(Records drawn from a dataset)

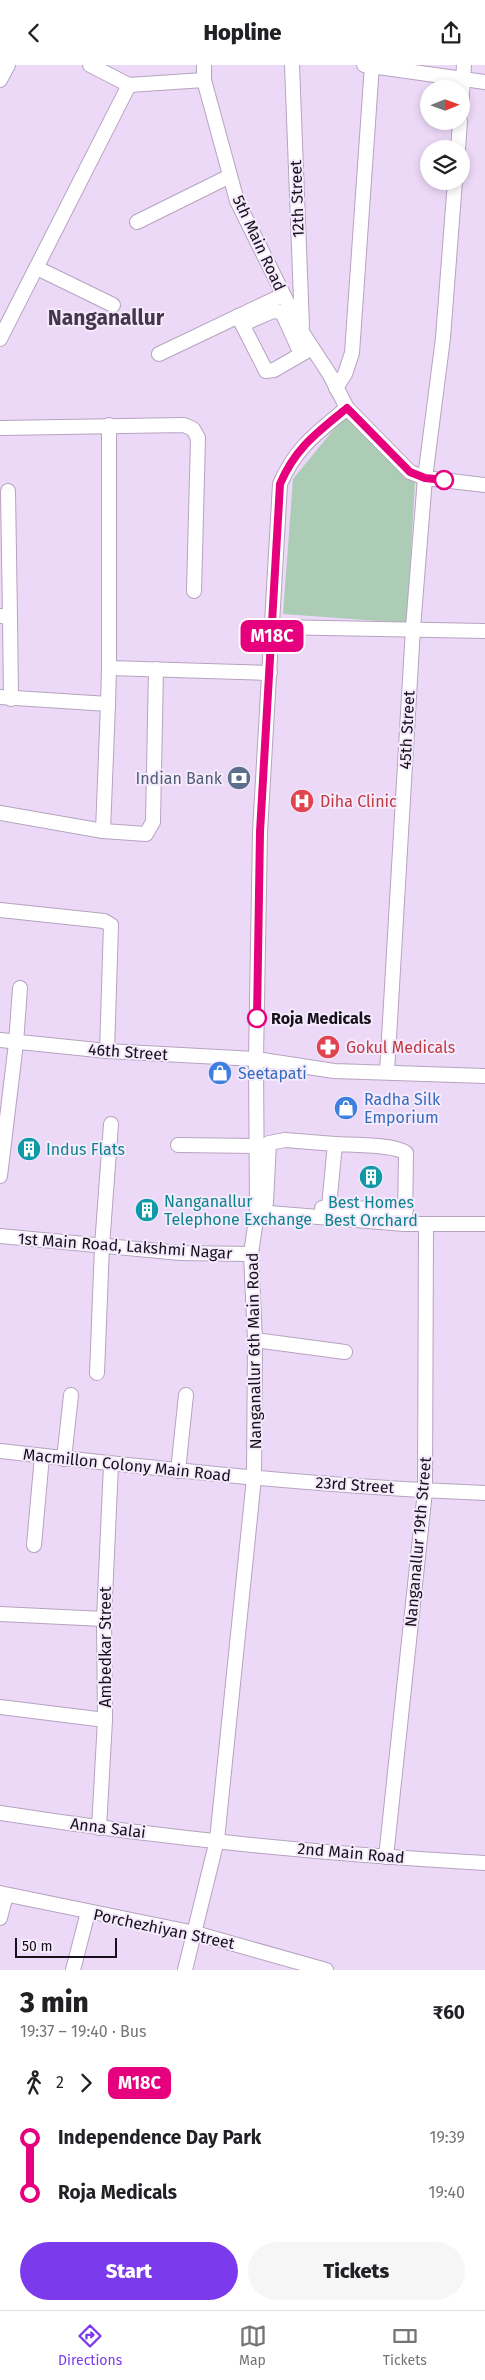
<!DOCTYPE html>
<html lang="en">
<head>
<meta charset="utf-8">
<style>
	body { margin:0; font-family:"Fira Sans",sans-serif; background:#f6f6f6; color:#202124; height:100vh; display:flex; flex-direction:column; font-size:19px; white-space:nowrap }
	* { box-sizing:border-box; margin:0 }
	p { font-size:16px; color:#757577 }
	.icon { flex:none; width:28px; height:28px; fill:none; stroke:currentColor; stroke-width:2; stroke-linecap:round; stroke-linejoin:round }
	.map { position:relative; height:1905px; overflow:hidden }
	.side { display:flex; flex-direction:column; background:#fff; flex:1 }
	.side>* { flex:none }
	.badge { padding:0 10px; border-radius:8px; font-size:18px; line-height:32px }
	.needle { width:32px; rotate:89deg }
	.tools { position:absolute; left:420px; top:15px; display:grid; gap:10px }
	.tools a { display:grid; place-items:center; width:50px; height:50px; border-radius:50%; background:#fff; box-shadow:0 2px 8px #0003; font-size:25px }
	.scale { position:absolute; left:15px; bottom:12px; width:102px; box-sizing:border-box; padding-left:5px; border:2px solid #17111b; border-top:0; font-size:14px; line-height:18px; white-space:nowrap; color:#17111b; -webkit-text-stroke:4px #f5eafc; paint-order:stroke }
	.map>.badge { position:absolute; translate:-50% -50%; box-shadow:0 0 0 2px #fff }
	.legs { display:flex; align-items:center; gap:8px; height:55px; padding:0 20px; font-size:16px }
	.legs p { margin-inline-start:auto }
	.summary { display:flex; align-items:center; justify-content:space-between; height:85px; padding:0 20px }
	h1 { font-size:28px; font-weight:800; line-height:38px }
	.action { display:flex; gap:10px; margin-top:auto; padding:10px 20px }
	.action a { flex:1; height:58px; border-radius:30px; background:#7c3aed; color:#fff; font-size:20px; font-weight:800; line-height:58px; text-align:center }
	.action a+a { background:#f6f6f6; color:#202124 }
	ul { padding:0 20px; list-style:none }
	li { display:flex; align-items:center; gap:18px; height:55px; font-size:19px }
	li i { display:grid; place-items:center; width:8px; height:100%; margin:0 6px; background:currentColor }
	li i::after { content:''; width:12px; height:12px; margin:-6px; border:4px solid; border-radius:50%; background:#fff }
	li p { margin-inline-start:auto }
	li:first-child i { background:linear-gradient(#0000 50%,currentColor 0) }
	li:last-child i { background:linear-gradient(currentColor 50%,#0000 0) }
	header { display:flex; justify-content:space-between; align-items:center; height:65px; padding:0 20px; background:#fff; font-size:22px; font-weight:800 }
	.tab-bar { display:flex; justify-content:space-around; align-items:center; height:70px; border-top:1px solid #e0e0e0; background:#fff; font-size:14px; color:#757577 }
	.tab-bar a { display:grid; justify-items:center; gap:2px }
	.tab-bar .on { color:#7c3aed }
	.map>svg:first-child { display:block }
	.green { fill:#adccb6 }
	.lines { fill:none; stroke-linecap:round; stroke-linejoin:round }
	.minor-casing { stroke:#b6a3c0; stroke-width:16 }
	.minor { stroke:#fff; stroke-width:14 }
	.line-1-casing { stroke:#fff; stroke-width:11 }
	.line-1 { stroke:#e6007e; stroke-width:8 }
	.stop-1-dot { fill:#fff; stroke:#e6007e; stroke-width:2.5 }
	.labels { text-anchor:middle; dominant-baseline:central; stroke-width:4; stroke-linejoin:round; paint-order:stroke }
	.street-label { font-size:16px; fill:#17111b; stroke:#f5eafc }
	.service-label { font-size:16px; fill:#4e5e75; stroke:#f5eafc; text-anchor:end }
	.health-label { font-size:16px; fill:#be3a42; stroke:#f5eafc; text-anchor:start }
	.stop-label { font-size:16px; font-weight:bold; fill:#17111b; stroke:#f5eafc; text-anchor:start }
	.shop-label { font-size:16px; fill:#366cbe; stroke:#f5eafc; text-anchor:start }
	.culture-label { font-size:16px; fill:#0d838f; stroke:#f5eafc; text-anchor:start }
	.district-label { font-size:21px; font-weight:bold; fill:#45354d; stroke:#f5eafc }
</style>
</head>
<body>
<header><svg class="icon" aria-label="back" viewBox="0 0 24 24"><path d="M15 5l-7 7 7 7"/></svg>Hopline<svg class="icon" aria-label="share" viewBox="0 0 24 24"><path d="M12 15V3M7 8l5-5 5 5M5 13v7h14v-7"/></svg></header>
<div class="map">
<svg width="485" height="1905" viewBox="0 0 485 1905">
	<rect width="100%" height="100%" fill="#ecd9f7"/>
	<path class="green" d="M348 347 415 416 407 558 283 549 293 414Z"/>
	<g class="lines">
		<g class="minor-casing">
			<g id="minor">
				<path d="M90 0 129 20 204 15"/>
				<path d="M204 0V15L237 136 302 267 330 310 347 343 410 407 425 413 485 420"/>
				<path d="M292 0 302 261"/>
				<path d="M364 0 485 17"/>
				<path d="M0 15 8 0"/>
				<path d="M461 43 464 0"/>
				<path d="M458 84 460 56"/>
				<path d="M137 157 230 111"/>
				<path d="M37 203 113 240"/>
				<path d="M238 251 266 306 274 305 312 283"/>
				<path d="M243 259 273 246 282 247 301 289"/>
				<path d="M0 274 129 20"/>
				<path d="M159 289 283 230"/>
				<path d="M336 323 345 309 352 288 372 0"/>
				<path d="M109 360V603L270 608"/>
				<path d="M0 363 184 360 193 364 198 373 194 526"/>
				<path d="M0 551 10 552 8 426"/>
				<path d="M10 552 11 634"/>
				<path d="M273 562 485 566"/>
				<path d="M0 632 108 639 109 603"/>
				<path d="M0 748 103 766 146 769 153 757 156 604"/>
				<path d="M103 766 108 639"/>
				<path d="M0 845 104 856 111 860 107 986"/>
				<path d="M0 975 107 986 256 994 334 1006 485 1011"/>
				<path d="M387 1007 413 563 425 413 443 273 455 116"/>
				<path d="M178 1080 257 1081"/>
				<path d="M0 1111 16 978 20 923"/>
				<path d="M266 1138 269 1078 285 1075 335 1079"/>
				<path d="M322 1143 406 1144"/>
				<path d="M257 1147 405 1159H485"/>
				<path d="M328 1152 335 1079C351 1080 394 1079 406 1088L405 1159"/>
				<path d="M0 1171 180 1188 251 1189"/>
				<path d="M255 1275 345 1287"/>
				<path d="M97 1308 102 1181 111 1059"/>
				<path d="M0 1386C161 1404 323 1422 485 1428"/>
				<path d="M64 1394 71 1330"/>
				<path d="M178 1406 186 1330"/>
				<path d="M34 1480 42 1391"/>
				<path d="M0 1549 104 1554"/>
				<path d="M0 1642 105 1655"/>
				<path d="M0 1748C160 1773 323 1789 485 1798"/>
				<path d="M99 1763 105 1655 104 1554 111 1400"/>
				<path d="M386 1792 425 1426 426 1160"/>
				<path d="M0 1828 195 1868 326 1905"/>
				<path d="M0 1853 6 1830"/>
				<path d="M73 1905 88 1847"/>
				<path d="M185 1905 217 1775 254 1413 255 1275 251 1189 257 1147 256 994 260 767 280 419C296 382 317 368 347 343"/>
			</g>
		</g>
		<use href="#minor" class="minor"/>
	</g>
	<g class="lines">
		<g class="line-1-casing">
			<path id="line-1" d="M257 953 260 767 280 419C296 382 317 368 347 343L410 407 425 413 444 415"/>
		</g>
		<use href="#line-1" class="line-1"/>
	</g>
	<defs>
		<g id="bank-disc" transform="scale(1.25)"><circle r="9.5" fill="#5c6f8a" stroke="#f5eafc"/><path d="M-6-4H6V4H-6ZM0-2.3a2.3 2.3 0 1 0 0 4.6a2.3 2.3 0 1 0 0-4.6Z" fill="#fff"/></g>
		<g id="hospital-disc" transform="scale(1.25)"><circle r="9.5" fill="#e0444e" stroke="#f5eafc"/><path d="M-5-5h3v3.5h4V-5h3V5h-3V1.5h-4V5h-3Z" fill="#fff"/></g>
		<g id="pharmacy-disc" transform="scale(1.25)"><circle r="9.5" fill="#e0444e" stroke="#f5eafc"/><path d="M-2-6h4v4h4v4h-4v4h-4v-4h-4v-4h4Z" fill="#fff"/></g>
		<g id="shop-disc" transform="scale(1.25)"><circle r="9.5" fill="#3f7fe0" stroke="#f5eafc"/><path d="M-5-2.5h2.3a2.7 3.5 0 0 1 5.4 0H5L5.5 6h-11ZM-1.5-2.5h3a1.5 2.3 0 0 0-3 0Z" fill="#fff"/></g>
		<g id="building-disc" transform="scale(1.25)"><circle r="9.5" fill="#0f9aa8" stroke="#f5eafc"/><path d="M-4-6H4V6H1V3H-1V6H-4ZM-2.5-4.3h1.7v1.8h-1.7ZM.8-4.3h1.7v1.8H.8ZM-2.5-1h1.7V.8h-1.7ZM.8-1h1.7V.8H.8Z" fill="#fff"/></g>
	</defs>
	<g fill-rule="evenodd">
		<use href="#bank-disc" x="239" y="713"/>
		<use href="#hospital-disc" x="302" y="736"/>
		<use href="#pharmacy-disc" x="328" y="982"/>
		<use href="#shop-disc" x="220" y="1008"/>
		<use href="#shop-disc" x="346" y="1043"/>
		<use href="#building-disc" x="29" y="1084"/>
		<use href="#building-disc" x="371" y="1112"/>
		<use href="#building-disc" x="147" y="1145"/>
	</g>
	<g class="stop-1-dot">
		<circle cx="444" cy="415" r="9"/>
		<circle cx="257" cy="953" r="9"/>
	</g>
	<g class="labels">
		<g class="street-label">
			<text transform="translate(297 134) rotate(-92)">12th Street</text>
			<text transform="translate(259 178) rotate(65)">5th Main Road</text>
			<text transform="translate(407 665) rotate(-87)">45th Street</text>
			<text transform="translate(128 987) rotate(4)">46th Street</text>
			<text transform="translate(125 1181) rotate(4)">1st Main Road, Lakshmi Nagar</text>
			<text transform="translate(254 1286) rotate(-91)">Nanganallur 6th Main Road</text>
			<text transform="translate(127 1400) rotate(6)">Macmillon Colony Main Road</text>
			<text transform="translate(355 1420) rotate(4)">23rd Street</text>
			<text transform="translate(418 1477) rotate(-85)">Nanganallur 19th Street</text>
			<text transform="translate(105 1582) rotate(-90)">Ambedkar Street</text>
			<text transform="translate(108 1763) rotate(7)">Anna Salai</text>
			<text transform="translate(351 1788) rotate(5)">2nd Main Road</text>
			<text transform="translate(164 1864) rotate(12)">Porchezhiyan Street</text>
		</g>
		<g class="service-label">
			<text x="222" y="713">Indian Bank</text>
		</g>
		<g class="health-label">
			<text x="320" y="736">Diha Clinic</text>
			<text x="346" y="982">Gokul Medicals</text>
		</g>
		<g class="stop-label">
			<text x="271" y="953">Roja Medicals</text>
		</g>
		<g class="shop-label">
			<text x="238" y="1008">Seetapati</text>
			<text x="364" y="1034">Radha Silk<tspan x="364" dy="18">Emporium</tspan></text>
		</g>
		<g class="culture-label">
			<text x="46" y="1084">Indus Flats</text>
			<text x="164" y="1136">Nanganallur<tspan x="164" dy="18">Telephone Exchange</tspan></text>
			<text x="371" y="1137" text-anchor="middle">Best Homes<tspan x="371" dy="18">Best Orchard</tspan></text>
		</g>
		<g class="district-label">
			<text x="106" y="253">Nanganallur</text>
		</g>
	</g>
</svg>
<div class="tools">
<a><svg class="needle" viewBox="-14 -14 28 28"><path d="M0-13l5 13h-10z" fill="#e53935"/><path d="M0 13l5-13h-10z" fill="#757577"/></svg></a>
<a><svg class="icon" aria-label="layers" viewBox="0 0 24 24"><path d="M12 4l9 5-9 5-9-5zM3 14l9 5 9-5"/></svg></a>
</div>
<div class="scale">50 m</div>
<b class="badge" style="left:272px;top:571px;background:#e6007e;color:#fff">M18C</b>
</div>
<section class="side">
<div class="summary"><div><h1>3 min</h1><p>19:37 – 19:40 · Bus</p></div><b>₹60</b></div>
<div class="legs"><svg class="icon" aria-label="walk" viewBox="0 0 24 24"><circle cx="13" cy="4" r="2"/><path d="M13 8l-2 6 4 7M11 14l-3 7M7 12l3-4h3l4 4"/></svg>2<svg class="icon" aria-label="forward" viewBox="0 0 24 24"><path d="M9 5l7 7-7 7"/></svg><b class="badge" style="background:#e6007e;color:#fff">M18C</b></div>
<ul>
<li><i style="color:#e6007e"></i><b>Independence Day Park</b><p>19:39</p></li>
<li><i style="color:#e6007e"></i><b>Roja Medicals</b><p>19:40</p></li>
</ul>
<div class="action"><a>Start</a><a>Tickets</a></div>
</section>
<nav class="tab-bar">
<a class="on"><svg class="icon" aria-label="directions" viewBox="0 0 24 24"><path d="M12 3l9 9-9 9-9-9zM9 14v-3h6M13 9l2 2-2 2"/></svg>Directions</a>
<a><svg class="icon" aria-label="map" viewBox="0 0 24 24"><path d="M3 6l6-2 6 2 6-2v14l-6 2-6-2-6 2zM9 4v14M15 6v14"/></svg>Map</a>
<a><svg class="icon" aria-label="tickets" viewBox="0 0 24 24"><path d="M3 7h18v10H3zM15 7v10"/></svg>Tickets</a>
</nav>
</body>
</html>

Problem: Your task for the entries above: copy exactly the span starting with the line with "display:flex; align-items:center; gap:18px;" and going on through the line with "display:flex; justify-content:space-between; align-items:center;", both lines included, and nothing else.

Answer to the problem:
	li { display:flex; align-items:center; gap:18px; height:55px; font-size:19px }
	li i { display:grid; place-items:center; width:8px; height:100%; margin:0 6px; background:currentColor }
	li i::after { content:''; width:12px; height:12px; margin:-6px; border:4px solid; border-radius:50%; background:#fff }
	li p { margin-inline-start:auto }
	li:first-child i { background:linear-gradient(#0000 50%,currentColor 0) }
	li:last-child i { background:linear-gradient(currentColor 50%,#0000 0) }
	header { display:flex; justify-content:space-between; align-items:center; height:65px; padding:0 20px; background:#fff; font-size:22px; font-weight:800 }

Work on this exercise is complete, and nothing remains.